Lo stesso ritiro del Tdf, causato dall’attacco dei droni di Addis dopo che i tigrini erano ormai giunti a 200 km dalla capitale, potrebbe determinare l’incistarsi del conflitto, mediante il trincerarsi dei due fronti e l’inizio di una guerra di attrito (che pare essere già in atto tra tigrini e amhara) o di un congelamento dello scontro.
Gli Stati Uniti stanno facendo tutto il possibile per avviare il negoziato, debolmente sostenuti dall’Europa, mentre le altre potenze (globali o regionali) interessate alla vicenda stanno soltanto valutando da che parte schierarsi in base ai rispettivi interessi. La questione della diga Grand Ethiopian Renaissance Dam (Gerd) ha sicuramente avvicinato l’Egitto al Tdf così come la disputa frontaliera tra Sudan e Etiopia a proposito dell’area di al Fashaga.
Un anno di guerra
Nell’anno di guerra fin qui trascorso non è parso che il governo di Addis abbia in qualche modo modificato la sua posizione inflessibile. Inoltre le sanzioni Usa, e cioè l’esclusione dalle facilitazioni commerciali dell’African Growth and Opportunity Act, non facilitano le buone disposizioni etiopiche nei confronti della pressione americana.
Già quest’estate il premier etiopico si era rifiutato di incontrare la direttrice dell’Usaid Samantha Power, una delle personalità più in vista dell’amministrazione Biden.
Nei media etiopici si continua a criticare Washington per il fatto di non considerare il Tplf come un gruppo terroristico.

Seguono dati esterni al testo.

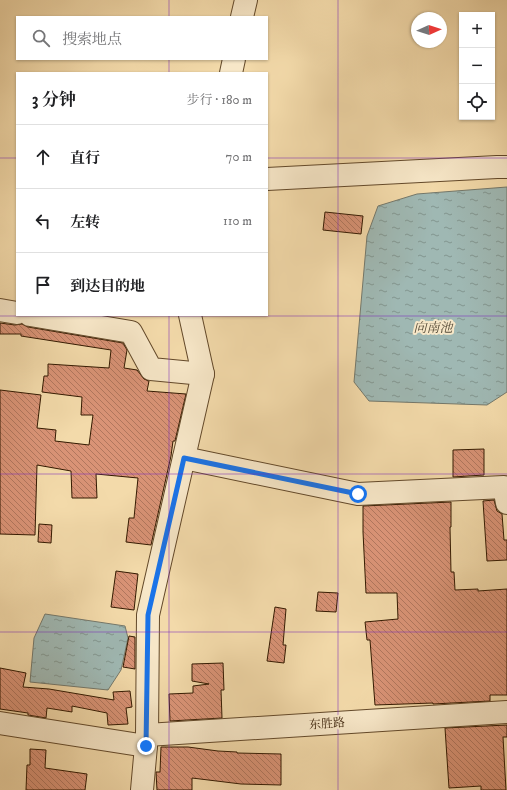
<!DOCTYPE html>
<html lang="zh">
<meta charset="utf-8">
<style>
body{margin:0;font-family:"IM FELL DW Pica","Noto Serif SC",serif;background:#f2f2f2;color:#202124}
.controls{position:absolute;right:12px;top:12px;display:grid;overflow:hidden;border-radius:0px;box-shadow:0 1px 3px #0004}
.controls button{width:36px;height:36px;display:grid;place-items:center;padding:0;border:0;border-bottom:1px solid #e0e0e0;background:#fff;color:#202124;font:20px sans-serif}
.compass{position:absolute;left:411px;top:12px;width:36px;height:36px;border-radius:50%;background:#fff;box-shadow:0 1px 3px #0004;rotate:87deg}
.stop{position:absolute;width:12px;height:12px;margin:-9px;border:3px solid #1a73e8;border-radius:50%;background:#fff}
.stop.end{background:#1a73e8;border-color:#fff;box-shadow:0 1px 4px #0008}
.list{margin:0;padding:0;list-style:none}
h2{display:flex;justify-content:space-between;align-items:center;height:52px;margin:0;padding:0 16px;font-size:17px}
h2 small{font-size:13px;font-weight:400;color:#757577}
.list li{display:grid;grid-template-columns:26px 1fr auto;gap:12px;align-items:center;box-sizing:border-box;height:64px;padding:0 16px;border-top:1px solid #e0e0e0}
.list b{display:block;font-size:15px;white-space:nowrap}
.list em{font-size:13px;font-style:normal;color:#757577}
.icon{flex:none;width:22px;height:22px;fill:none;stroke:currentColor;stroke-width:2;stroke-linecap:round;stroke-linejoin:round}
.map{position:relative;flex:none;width:507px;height:790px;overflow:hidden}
.search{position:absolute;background:#fff;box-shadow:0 1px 3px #0004;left:16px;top:16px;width:252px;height:44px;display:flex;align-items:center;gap:10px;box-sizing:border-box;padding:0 14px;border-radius:0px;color:#757577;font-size:15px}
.panel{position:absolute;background:#fff;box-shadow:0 1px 3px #0004;left:16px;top:72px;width:252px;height:244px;border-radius:0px}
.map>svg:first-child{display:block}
.water{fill:url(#water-ripples);stroke:#74786b}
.building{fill:url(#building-back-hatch);stroke:#331900}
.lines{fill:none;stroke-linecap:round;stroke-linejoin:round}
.minor-casing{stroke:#63492a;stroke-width:24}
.minor{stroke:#f7e7c8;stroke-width:22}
.route{stroke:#1a73e8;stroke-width:5}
.grid{fill:none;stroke:#7b2cbf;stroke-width:1;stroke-opacity:0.55}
.labels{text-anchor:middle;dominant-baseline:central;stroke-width:4;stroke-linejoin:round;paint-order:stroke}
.street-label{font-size:12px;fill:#331900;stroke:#f7e7c8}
.water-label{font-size:13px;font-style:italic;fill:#534936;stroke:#f7e7c8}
</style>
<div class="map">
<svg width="507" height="790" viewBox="0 0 507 790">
<defs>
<pattern id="water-ripples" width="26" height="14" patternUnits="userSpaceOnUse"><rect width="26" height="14" fill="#9fb8b3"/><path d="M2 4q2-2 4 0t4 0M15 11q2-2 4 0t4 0" fill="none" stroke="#82958f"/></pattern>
<pattern id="building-back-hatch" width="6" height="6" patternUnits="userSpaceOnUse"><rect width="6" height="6" fill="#d99376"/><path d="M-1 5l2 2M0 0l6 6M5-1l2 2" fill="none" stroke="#b1775e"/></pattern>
</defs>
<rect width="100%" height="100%" fill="#f3daaa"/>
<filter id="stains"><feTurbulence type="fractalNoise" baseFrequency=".005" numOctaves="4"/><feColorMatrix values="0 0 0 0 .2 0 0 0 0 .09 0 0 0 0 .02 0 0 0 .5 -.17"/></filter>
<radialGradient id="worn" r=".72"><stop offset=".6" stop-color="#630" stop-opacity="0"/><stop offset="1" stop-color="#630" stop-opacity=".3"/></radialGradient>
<g class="water">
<polygon points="507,187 507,392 487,405 369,401 354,382 367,236 378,206 417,194"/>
<polygon points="45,614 125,626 128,638 121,670 108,690 30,682 34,638"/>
</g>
<g class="building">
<polygon points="325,212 363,216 361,234 323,230"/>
<polygon points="0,323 15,325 22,324 28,327 123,343 127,350 124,368 137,370 144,379 149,381 147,391 186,394 175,441 173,441 171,456 151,545 126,542 129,518 134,518 138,478 96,474 97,498 72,498 71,471 37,465 35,535 0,534 0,390 41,395 37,428 56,430 55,441 89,445 93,415 81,415 82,397 42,392 44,376 48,376 48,364 109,368 111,350 21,336 21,334 0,334"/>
<polygon points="484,449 484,475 453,477 453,450"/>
<polygon points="494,500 497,511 502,514 504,540 507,540 507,560 487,561 483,501"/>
<polygon points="451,502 451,527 450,527 451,572 454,572 455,590 478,589 478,591 507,589 507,695 490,695 490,701 433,704 433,703 375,705 370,640 367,640 365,622 398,619 397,593 366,593 363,532 363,506"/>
<polygon points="39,524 52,525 51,543 38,542"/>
<polygon points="116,571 138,574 134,610 111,607"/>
<polygon points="318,592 338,593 336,612 316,611"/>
<polygon points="275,607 286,609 283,645 286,645 284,663 267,661"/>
<polygon points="129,636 135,637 135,669 123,667"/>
<polygon points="223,663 224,690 221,690 222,718 170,721 169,694 193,693 193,686 209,684 192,681 192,664"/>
<polygon points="0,668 26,673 23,687 49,689 114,700 113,692 130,691 132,707 126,708 128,724 108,725 107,713 72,706 72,712 47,708 46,718 28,715 28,713 0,709"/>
<polygon points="507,725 507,737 503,737 506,790 481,790 481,786 449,788 445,728"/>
<polygon points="161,747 188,747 218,751 237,752 237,753 281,754 281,785 241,784 192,778 192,790 157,790 156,772 160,772"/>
<polygon points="30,749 46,750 45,768 87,774 85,790 26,790 27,765 30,765"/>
</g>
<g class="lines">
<defs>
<g id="minor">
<polyline points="242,17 246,0"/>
<polyline points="231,73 234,59"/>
<polyline points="267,179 497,167 507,167"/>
<polyline points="0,310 17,313"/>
<polyline points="30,315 131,332 151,369 203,374"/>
<polyline points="184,458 358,494 504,487 507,503"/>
<polyline points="0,723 146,746"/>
<polyline points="147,735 507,712"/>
<polyline points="142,790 147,735 148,615 203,374 190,315"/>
</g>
</defs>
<use href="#minor" class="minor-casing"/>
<use href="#minor" class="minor"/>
</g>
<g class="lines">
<polyline class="route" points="146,746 148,615 184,458 358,494"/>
</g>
<path class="grid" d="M169 0V17M338 0V790M169 59V73M0 158H17M267 158H507M169 315V790M0 316H507M0 474H507M0 632H507"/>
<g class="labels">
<g class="street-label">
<text transform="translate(327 724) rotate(-4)">东胜路</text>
</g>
<g class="water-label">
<text x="433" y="328">向南池</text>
</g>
</g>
<rect width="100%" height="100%" filter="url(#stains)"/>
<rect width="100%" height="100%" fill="url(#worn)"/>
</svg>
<div class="controls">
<button>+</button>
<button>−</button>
<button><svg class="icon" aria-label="locate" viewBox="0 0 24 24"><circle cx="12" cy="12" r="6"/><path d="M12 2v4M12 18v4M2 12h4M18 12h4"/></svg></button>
</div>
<svg class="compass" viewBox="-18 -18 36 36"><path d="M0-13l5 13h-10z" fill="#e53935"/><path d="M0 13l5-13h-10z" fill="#757577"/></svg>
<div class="stop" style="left:358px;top:494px"></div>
<div class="stop end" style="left:146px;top:746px"></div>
<div class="search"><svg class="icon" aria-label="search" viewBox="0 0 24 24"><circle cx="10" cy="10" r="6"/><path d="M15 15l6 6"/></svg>搜索地点</div>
<section class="panel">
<h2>3 分钟<small>步行 · 180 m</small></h2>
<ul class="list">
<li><svg class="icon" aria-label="ahead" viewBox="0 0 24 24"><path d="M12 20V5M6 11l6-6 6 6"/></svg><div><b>直行</b></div><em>70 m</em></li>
<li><svg class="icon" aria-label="left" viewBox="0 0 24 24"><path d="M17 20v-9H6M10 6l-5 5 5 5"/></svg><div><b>左转</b></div><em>110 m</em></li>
<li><svg class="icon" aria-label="arrive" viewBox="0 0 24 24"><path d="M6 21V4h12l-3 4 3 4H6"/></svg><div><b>到达目的地</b></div></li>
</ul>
</section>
</div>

Anche i tigrini non sembrano ancora pronti a sedersi al tavolo e cercano di giungerci in posizione di forza, come da reali interlocutori. Il Tplf vuole un riconoscimento politico che Addis non è per ora disposta a concedere trattandoli da ribelli.

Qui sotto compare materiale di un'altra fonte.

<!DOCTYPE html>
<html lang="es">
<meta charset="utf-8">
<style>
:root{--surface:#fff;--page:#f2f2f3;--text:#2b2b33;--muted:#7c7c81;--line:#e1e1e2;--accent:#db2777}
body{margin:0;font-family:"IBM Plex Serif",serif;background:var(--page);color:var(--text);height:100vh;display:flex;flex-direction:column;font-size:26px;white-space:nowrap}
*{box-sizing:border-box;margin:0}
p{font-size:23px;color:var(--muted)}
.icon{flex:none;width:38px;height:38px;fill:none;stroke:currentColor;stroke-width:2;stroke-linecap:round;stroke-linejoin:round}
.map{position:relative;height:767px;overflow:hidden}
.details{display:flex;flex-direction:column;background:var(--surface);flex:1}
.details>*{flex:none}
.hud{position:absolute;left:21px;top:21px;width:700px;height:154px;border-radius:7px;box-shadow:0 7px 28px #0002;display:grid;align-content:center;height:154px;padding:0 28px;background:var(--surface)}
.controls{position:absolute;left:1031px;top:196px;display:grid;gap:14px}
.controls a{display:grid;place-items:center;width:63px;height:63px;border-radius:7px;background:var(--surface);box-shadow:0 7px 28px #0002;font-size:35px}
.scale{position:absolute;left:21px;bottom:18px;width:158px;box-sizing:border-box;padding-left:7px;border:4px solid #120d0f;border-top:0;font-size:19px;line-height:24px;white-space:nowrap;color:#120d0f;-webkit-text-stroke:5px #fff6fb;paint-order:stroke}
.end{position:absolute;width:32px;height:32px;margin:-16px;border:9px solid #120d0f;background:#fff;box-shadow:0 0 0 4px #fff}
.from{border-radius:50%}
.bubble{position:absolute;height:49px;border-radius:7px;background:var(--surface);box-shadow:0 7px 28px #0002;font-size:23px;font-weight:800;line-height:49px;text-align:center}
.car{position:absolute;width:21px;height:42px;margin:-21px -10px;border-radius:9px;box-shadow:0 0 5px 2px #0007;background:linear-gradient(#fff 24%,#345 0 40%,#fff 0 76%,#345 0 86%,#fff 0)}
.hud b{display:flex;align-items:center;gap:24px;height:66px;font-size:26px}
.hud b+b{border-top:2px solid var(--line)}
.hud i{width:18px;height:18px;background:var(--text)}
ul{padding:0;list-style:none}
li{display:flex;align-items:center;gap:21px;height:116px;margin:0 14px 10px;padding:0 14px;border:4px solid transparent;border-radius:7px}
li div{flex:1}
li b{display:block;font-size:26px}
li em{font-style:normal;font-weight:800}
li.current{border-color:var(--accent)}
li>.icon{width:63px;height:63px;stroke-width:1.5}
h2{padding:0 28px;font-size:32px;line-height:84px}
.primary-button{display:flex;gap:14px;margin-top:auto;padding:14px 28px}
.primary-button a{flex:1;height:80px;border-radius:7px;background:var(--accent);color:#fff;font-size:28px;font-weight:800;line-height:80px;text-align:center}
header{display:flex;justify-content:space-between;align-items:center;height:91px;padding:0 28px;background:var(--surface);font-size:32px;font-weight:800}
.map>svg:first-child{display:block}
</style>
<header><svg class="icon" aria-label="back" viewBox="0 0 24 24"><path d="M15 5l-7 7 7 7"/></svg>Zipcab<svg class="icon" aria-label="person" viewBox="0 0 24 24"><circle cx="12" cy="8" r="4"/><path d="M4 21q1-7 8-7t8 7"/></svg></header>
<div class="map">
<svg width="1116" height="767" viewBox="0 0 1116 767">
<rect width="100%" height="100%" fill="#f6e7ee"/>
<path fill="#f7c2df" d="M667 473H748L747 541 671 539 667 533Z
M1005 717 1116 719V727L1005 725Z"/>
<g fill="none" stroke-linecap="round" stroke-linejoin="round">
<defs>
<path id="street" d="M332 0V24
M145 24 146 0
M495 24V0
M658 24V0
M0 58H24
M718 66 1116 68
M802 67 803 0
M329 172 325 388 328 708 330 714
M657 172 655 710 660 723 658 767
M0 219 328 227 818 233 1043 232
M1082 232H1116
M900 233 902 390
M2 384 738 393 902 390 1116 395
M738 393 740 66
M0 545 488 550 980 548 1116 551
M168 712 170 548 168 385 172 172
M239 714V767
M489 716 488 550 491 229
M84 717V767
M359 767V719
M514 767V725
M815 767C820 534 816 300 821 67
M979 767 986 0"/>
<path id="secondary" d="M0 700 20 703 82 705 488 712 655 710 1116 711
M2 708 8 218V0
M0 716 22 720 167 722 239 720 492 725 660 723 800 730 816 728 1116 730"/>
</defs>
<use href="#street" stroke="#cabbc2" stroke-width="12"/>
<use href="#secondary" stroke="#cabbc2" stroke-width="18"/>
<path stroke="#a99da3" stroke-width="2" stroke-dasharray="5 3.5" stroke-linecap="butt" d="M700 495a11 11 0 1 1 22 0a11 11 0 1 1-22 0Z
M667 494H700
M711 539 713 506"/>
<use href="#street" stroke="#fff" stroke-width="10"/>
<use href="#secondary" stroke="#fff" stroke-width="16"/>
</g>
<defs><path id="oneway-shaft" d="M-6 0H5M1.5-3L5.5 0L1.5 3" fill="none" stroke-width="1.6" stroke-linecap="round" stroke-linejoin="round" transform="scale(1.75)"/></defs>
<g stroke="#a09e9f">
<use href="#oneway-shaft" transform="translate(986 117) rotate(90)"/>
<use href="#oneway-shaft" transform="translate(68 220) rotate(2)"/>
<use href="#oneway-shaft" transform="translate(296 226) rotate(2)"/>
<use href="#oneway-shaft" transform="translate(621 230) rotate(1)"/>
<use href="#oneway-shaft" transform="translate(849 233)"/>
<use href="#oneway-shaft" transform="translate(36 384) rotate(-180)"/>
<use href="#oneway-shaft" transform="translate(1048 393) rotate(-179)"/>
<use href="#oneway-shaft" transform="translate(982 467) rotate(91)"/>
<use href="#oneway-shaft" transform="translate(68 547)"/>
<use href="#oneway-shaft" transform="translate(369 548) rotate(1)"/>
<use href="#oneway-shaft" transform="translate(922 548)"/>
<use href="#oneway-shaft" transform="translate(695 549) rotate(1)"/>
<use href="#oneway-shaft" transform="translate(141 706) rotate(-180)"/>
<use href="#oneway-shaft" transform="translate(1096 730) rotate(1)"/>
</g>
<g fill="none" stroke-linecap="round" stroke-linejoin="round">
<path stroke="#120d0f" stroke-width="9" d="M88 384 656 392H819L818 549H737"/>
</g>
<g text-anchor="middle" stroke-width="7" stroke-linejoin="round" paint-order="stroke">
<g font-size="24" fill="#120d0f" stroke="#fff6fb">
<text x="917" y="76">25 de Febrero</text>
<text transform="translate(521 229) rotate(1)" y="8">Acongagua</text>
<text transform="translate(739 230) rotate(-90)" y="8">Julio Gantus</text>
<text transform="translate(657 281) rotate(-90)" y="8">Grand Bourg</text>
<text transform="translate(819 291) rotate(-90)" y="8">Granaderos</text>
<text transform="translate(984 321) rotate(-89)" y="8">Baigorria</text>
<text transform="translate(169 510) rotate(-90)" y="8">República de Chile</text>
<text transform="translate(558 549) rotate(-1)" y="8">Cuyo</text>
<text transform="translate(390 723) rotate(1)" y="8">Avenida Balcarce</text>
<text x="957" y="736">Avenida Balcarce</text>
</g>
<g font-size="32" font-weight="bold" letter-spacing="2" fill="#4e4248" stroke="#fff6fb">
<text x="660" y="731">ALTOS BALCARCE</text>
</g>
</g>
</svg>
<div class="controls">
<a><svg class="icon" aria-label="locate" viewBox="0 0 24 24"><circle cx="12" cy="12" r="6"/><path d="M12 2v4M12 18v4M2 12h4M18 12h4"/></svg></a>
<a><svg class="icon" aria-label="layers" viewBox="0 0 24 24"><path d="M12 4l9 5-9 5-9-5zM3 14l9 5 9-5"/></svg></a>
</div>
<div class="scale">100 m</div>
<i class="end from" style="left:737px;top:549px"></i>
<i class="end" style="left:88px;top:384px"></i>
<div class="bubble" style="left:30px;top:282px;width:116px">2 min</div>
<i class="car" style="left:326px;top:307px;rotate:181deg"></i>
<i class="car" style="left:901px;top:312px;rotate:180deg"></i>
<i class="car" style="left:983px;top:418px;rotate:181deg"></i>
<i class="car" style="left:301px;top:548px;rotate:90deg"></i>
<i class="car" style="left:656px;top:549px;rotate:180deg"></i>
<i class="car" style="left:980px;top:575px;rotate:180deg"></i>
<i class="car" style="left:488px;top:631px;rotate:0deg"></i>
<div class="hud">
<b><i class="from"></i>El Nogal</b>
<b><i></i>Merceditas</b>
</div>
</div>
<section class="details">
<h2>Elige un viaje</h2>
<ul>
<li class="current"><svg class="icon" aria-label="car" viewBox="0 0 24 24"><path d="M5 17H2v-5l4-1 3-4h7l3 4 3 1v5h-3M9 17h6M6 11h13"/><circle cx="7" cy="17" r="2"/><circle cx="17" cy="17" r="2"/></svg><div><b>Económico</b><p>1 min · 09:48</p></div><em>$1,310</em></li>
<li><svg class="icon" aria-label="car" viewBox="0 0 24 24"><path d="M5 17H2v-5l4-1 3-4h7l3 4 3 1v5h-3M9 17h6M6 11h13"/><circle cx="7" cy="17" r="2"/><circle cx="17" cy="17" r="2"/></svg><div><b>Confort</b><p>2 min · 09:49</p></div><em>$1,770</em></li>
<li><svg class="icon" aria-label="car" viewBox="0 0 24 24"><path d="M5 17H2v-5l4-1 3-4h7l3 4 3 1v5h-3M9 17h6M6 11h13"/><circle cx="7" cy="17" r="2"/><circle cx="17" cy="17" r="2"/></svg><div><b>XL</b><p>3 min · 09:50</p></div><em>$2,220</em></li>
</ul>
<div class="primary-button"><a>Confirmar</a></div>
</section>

L’alleanza etiopico-eritrea della prima fase del conflitto ha reso i tigrini estremamente diffidenti: credono di essere di fronte ad una minaccia esistenziale ed è altamente improbabile che accettino di ridimensionarsi. L’intervento delle forze armate eritree nei primi mesi di guerra rimane una ferita profonda.
Accanto alle prime timide offerte di cessazione momentanea dei combattimenti, i falchi di entrambi i lati hanno affermato di essere pronti a una lotta ad oltranza.
Nella sua lettera all'ONU, Debretsion dichiara orgogliosamente che le Tdf sono "intatte e imbattute sul terreno" e chiede come precondizione sui futuri colloqui il ritiro delle forze etiopiche, eritree e amhara dalle zone del Tigrai che ancora occupano.
Qui sta un dettaglio diabolico: non c’è consenso (né c‘era prima della guerra) sulla frontiera interna tra Tigrai e Amhara. I tigrini considerano di loro pertinenza etnica il distretto di Welkait ed altre aree frontaliere con il Sudan, abitate in prevalenza da amhara.
In questo anno di guerra hanno più volte cercato di attaccare l’area che va fino al confine del Sudan, anche per sbloccare l’isolamento a cui sono sottoposti.
La forte resistenza delle milizie amhara ha fatto sì che, per scendere verso Addis, le Tdf siano dovute passare dall’altra parte, cioè l’Afar. Si tratta di vecchi contenziosi che avevano provocato molte polemiche nell’Etiopia federale, con il ridisegno dei confini interni da parte del governo Melles Zenawi, ritracciati in seguito dal governo Abiy Ahmed.
Il Tplf chiede in aggiunta una no-fly zone anti-droni sul Tigrai che rappresenta l’unico reale vantaggio strategico di Addis su Maccallé. Infine una richiesta urgente è l’apertura di passaggi e ponti aerei umanitari per consegnare cibo e aiuti che mancano crudelmente al Tigrai fin dall’inizio della guerra.
Durante il loro ritiro dalle zone previamente occupate in questi mesi, le Tdf hanno portato via tutto ciò che potevano: un bottino che è servito per rifarsi del saccheggio subito nei primi mesi guerra.
Il conflitto ha assunto per ciò stesso un aspetto da guerra totale che non risparmia i civili e funziona col sistema della terra bruciata. Ecco perché la spinta al negoziato dovrebbe vedere anche l’Italia e l’Europa in prima fila.